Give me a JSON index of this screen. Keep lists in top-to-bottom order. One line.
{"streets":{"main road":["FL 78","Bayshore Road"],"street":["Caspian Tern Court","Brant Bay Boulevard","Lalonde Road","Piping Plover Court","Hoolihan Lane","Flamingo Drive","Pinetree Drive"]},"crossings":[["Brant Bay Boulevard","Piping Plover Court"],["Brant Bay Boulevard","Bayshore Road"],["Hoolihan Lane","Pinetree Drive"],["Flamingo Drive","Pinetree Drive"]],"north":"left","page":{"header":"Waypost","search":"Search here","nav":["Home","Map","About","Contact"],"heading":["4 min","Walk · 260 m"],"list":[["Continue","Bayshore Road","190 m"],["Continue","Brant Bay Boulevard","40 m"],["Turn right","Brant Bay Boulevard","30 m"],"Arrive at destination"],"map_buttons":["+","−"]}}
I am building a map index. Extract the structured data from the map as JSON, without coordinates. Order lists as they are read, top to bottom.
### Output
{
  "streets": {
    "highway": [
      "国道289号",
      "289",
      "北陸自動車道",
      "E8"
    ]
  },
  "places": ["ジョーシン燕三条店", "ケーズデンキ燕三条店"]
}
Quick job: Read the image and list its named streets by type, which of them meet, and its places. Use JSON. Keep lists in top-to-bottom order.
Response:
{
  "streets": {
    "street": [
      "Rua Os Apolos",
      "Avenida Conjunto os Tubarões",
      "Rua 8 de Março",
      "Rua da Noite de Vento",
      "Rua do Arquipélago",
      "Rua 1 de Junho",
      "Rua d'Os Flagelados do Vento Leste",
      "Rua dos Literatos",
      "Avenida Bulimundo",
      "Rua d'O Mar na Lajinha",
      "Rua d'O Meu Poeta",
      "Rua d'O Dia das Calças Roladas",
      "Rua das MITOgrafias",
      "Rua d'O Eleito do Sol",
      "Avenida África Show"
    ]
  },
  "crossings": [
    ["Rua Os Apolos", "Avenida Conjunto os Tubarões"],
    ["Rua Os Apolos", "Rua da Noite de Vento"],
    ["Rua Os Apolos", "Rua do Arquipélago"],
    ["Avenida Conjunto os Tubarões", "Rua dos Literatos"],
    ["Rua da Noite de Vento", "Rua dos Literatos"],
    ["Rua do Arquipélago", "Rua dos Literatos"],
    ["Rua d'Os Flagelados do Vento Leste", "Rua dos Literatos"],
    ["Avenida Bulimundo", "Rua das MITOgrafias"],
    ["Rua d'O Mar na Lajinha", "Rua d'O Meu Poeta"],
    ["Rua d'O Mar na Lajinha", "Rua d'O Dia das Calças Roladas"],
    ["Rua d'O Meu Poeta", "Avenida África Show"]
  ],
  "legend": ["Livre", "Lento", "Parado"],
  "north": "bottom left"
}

· · · · · · ·

REQUIREMENT:
Could you return exactly the stretch of the data above that starts at the line with "I am building" and ends at the line with "Quick job: Read", both lines included?

RESPONSE AREA:
I am building a map index. Extract the structured data from the map as JSON, without coordinates. Order lists as they are read, top to bottom.
### Output
{
  "streets": {
    "highway": [
      "国道289号",
      "289",
      "北陸自動車道",
      "E8"
    ]
  },
  "places": ["ジョーシン燕三条店", "ケーズデンキ燕三条店"]
}
Quick job: Read the image and list its named streets by type, which of them meet, and its places. Use JSON. Keep lists in top-to-bottom order.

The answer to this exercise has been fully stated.